Personal information
- Full name: Philip Hastings Irwin
- Born: 1 November 1884 Didsbury, Lancashire, England
- Died: 12 January 1958 (aged 73) Saint Peter Port, Guernsey
- Batting: Right-handed
- Relations: Frank Wright (grandfather)

Domestic team information
- 1924: Marylebone Cricket Club
- 1924: Minor Counties
- 1921–1925: Cornwall
- 1914–1919: Royal Navy

Career statistics
| Competition | First-class |
| Matches | 4 |
| Runs scored | 207 |
| Batting average | 25.87 |
| 100s/50s | –/2 |
| Top score | 80 |
| Balls bowled | – |
| Wickets | – |
| Bowling average | – |
| 5 wickets in innings | – |
| 10 wickets in match | – |
| Best bowling | – |
| Catches/stumpings | –/– |
- Source: Cricinfo, 6 May 2012

= Philip Irwin =

English cricketer and Royal Navy officer

Commander Philip Hastings Irwin (1 November 1884 – 12 January 1958) was an English cricketer and Royal Navy officer. Irwin was a right-handed batsman. He was born at Didsbury, Lancashire.

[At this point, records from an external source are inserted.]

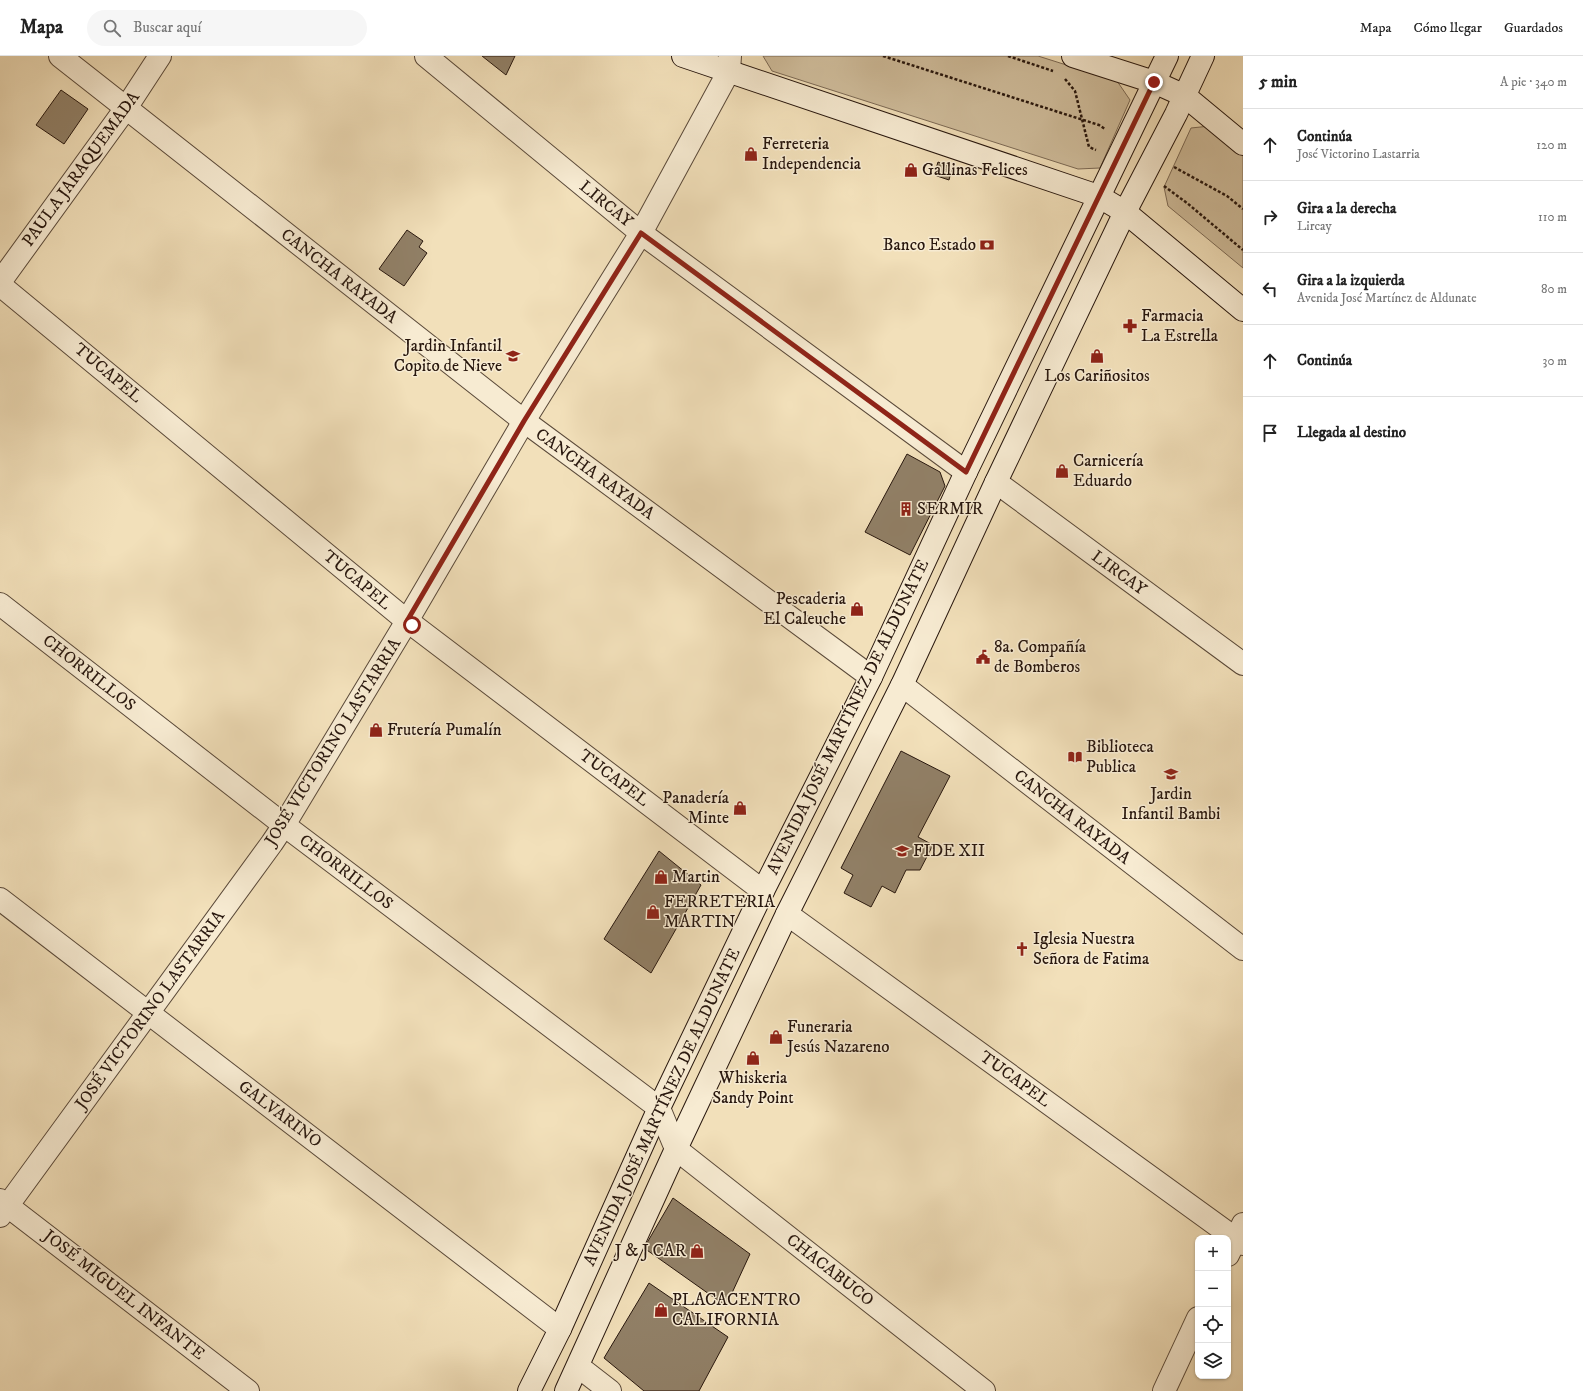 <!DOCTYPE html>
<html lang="es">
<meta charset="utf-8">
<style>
body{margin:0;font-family:"IM FELL DW Pica",serif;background:#f6f6f6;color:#222}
.controls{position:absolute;right:12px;bottom:12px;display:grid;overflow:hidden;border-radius:8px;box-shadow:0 1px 3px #0004}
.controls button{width:36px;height:36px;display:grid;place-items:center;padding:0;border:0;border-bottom:1px solid #e0e0e0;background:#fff;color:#222;font:20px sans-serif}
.stop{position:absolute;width:12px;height:12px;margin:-9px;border:3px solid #8f2418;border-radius:50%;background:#fff}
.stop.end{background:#8f2418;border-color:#fff;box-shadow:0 1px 4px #0008}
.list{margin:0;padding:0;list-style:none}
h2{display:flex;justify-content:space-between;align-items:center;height:52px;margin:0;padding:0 16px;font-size:17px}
h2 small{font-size:13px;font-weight:400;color:#767676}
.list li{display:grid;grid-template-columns:26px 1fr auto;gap:12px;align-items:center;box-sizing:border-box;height:72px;padding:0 16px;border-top:1px solid #e0e0e0}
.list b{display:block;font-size:15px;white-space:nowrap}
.list p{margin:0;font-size:13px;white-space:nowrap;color:#767676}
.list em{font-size:13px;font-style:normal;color:#767676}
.icon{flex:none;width:22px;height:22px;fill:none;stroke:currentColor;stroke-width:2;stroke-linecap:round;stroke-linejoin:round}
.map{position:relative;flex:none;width:1243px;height:1335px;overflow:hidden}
header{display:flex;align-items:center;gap:24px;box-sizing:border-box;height:56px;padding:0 20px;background:#fff;border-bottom:1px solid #e0e0e0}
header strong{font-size:19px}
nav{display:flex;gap:22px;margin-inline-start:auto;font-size:14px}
.search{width:280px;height:36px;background:#f6f6f6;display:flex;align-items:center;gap:10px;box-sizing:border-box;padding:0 14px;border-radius:22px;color:#767676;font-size:15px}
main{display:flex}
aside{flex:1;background:#fff}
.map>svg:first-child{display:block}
</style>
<header>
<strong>Mapa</strong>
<div class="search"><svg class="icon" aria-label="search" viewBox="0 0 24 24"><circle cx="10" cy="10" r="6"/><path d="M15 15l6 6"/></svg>Buscar aquí</div>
<nav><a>Mapa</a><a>Cómo llegar</a><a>Guardados</a></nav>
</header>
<main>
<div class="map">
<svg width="1243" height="1335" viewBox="0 0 1243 1335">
<rect width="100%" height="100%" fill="#f2e0ba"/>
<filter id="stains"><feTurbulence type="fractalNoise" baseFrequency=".005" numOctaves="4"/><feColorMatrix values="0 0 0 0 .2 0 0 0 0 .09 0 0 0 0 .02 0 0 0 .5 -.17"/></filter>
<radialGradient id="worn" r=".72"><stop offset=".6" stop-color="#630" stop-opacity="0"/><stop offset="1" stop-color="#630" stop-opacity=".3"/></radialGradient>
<!-- green -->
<g fill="#d0be9d" stroke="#7c6a56">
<polygon points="763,0 1038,0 1117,25 1130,44 1100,112 1078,113 772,15"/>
<polygon points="1210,70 1243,97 1243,212 1168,150 1164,131 1191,72"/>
</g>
<!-- building -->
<g fill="#918067" stroke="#28170e">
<polygon points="482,0 515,0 506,19"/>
<polygon points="61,34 88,53 64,88 36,69"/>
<polygon points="938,106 952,112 949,124 934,119"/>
<polygon points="407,174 423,185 419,191 427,197 404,230 379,213"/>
<polygon points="907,398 940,416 945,430 910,499 865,476"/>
<polygon points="901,695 950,720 918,781 933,789 920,814 906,814 895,837 882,830 871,851 844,837 853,819 841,812"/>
<polygon points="659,795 701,829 651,917 604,883"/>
<polygon points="673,1142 750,1198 726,1250 644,1192"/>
<polygon points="649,1227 728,1281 699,1335 644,1335 604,1302"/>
</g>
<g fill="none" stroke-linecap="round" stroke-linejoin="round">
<defs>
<g id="minor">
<polyline points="60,0 524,365 871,621"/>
<polyline points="426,0 641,177 966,416"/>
<polyline points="0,226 126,52 160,0"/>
<polyline points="0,229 401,560 763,835"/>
<polyline points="996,426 1243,608"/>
<polyline points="0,548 284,769 659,1052 676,1093 984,1335"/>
<polyline points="902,629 1243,893"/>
<polyline points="0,843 560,1273"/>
<polyline points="787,858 1243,1188"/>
<polyline points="0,1144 248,1335"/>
<polyline points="0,1160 272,787 284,769 407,565 524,365 641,177 729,15 730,0"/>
<polyline points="1228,1199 1243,1168"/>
<polyline points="579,1311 610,1335"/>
<polyline points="1164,1335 1198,1262"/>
</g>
<g id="secondary">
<polyline points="683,0 1098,140 1125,156 1243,254"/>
<polyline points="1073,0 1154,26 1185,40 1243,88"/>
<polyline points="529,1335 560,1273 659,1052 763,835 871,621 966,416 1167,0"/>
<polyline points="566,1335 676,1093 787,858 902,629 996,426 1125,156 1176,58 1203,0"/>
</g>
</defs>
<!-- minor casing -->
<use href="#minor" stroke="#5a4939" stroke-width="24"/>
<!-- secondary casing -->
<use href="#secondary" stroke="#28170e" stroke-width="24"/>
<!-- path -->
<g stroke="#28170e" stroke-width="2.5" stroke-dasharray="3 2" stroke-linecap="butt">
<polyline points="883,0 1099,69 1105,73"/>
<polyline points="1008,0 1053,15"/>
<polyline points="1065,23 1075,35 1089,91 1096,94"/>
<polyline points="1174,111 1227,140 1243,153"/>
<polyline points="1164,130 1187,147 1243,194"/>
</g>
<!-- minor -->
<use href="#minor" stroke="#f7ebd2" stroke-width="22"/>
<!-- secondary -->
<use href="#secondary" stroke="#f7ebd2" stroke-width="22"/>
</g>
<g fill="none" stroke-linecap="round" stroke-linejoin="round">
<!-- route -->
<polyline stroke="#8f2418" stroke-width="5" points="412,569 407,565 524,365 641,177 966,416 1154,26"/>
</g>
<!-- icons -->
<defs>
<symbol id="shop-bare" viewBox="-9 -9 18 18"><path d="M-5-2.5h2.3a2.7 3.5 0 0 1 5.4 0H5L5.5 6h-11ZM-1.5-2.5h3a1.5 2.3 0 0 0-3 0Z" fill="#8f2418" stroke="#f7ebd2" stroke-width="2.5" paint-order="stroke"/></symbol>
<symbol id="bank-bare" viewBox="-9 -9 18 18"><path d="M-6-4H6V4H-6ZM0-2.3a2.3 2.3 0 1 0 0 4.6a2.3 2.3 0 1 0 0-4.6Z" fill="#8f2418" stroke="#f7ebd2" stroke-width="2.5" paint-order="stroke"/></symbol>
<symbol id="pharmacy-bare" viewBox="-9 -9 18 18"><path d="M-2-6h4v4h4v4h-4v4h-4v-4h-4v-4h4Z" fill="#8f2418" stroke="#f7ebd2" stroke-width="2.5" paint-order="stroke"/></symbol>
<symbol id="school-bare" viewBox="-9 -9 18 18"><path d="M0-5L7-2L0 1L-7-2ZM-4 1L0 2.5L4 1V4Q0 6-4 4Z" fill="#8f2418" stroke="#f7ebd2" stroke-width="2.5" paint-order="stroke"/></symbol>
<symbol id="building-bare" viewBox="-9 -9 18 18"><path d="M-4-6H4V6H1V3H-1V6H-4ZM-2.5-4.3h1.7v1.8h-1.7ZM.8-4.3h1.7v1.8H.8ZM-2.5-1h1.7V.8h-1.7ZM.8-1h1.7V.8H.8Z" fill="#8f2418" stroke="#f7ebd2" stroke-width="2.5" paint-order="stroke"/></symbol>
<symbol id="civic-bare" viewBox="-9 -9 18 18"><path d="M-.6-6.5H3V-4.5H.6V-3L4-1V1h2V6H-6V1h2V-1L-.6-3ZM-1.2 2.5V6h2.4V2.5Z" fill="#8f2418" stroke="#f7ebd2" stroke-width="2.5" paint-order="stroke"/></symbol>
<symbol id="library-bare" viewBox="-9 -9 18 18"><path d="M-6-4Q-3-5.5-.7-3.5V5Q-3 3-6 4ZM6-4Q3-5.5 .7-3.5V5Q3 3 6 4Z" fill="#8f2418" stroke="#f7ebd2" stroke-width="2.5" paint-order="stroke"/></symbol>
<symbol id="church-bare" viewBox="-9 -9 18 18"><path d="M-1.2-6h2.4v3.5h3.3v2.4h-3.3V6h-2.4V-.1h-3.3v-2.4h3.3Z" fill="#8f2418" stroke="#f7ebd2" stroke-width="2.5" paint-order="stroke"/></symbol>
</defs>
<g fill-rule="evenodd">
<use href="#shop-bare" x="741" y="88" width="20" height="20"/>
<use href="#shop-bare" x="901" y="104" width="20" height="20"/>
<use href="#bank-bare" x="977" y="179" width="20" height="20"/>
<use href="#pharmacy-bare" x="1120" y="260" width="20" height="20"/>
<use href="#school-bare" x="503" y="290" width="20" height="20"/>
<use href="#shop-bare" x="1087" y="290" width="20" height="20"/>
<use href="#shop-bare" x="1052" y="405" width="20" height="20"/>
<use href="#building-bare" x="896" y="443" width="20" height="20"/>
<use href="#shop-bare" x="847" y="543" width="20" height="20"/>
<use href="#civic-bare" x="973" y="591" width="20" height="20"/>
<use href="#shop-bare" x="366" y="664" width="20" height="20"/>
<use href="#library-bare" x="1065" y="691" width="20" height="20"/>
<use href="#school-bare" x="1161" y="708" width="20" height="20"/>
<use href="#shop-bare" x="730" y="742" width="20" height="20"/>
<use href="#school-bare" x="892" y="785" width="20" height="20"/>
<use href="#shop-bare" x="651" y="811" width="20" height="20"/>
<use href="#shop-bare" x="643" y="846" width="20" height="20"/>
<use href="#church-bare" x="1012" y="883" width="20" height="20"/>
<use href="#shop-bare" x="766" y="971" width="20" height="20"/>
<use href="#shop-bare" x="743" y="992" width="20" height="20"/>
<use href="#shop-bare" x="687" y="1185" width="20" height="20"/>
<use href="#shop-bare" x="651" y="1244" width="20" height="20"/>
</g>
<g text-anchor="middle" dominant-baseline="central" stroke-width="3" stroke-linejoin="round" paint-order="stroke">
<!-- poi labels -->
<g font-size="17" fill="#28170e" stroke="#f7ebd2" text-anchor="start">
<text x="762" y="88">Ferreteria<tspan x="762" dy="20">Independencia</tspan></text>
<text x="922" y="114">Gallinas Felices</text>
<text x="976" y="189" text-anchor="end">Banco Estado</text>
<text x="1141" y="260">Farmacia<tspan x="1141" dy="20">La Estrella</tspan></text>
<text x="502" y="290" text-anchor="end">Jardin Infantil<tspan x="502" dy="20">Copito de Nieve</tspan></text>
<text x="1097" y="320" text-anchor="middle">Los Cariñositos</text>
<text x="1073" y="405">Carnicería<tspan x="1073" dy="20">Eduardo</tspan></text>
<text x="917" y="453">SERMIR</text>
<text x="846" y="543" text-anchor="end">Pescaderia<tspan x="846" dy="20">El Caleuche</tspan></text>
<text x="994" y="591">8a. Compañía<tspan x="994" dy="20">de Bomberos</tspan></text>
<text x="387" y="674">Frutería Pumalín</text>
<text x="1086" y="691">Biblioteca<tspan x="1086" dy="20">Publica</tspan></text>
<text x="1171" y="738" text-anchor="middle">Jardin<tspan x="1171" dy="20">Infantil Bambi</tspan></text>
<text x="729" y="742" text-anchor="end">Panadería<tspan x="729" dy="20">Minte</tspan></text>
<text x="913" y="795">FIDE XII</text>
<text x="672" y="821">Martin</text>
<text x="664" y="846">FERRETERIA<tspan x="664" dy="20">MARTIN</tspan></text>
<text x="1033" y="883">Iglesia Nuestra<tspan x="1033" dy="20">Señora de Fatima</tspan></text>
<text x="787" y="971">Funeraria<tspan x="787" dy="20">Jesús Nazareno</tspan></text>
<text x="753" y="1022" text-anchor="middle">Whiskeria<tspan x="753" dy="20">Sandy Point</tspan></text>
<text x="686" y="1195" text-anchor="end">J &amp; J CAR</text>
<text x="672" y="1244">PLACACENTRO<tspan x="672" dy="20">CALIFORNIA</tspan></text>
</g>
<!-- street labels -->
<g font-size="17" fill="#28170e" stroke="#f7ebd2">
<text transform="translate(81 113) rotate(-54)">PAULA JARAQUEMADA</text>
<text transform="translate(606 148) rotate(39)">LIRCAY</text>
<text transform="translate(339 220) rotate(38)">CANCHA RAYADA</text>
<text transform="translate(108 317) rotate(40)">TUCAPEL</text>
<text transform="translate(595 418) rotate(36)">CANCHA RAYADA</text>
<text transform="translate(1119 517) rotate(36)">LIRCAY</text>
<text transform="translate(357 524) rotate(40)">TUCAPEL</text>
<text transform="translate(89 617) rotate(38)">CHORRILLOS</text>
<text transform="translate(848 661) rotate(-64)">AVENIDA JOSÉ MARTÍNEZ DE ALDUNATE</text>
<text transform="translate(333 686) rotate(-58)">JOSÉ VICTORINO LASTARRIA</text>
<text transform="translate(614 722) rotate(37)">TUCAPEL</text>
<text transform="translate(1072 761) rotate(38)">CANCHA RAYADA</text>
<text transform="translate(346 816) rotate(37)">CHORRILLOS</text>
<text transform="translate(150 954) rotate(-54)">JOSÉ VICTORINO LASTARRIA</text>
<text transform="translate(1015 1023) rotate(36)">TUCAPEL</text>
<text transform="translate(662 1051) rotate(-65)">AVENIDA JOSÉ MARTÍNEZ DE ALDUNATE</text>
<text transform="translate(280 1058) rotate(37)">GALVARINO</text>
<text transform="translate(830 1214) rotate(38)">CHACABUCO</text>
<text transform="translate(124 1239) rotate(38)">JOSÉ MIGUEL INFANTE</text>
</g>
</g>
<rect width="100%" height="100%" filter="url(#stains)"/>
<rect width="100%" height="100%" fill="url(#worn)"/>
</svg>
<div class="controls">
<button>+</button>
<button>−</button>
<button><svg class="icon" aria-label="locate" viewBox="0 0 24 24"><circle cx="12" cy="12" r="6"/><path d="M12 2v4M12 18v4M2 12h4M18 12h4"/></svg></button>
<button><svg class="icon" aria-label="layers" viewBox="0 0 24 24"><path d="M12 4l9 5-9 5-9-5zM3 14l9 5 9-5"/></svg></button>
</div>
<div class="stop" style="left:412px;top:569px"></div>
<div class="stop end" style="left:1154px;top:26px"></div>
</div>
<aside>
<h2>5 min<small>A pie · 340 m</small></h2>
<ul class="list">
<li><svg class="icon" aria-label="ahead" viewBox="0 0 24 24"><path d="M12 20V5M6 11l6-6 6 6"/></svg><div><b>Continúa</b><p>José Victorino Lastarria</p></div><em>120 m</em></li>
<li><svg class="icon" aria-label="right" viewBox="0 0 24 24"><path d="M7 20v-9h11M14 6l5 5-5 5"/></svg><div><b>Gira a la derecha</b><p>Lircay</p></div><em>110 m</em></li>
<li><svg class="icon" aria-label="left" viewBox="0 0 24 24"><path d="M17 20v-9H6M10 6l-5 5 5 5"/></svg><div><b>Gira a la izquierda</b><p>Avenida José Martínez de Aldunate</p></div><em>80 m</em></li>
<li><svg class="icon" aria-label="ahead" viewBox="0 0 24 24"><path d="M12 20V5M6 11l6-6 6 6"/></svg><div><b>Continúa</b></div><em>30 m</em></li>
<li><svg class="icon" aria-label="arrive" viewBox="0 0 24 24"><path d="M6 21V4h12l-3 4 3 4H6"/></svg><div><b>Llegada al destino</b></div></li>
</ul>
</aside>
</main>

Irwin was an acting sub-lieutenant in the Royal Navy in 1905. It was in September of that year that he was given the full rank of sub-lieutenant. In April 1907, he was promoted to the rank of lieutenant. Irwin made his debut for the Royal Navy in first-class cricket against the British Army at Lord's in June 1914, a match in which he scored his maiden half century in his first innings, with a score of 66 opening the batting.

Irwin served in the Royal Navy during World War I, and at some point during the conflict he obtained the rank of lieutenant commander. Following the war, he was promoted to the rank of commander on 31 December 1918. In June 1919 he made a second first-class appearance for the Royal Navy, in a match against Cambridge University at Fenner's, making scores of 2 and 0 in a heavy loss for the Royal Navy. Irwin later joined Cornwall, most likely while posted at HMNB Devonport in Plymouth, with his debut for the county coming against Devon in the 1921 Minor Counties Championship. He played Minor counties cricket for Cornwall until 1925, making 41 appearances during that time. Playing for Cornwall made Irwin eligible to be selected for a combined Minor Counties team, appearing in one first-class match for the team in 1924 against HDG Leveson Gower's XI at The Saffrons, Eastbourne. Dismissed for a duck by Francis Browne in their first-innings, he improved in their second-innings with a score of 80, his second first-class half century. In that same season, he appeared in another first-class match for the Marylebone Cricket Club against Oxford University at Lord's, though he had little success in this match.

After retiring from the Royal Navy, Irwin joined the Foreign Office as a Vice consul in the General Consular Service. Irwin was later added to the British Army reserve list with the rank of captain shortly after the start of World War II in September 1939. He served at some point in the war with the Black Watch, continued to serve with them until 1948, when age forced him to relinquish his command, after which he was granted the honorary rank of major.

Irwin later died at Saint Peter Port, Guernsey, on 12 January 1958. His grandfather, Frank Wright, was a first-class cricketer in the 1820s and 1830s.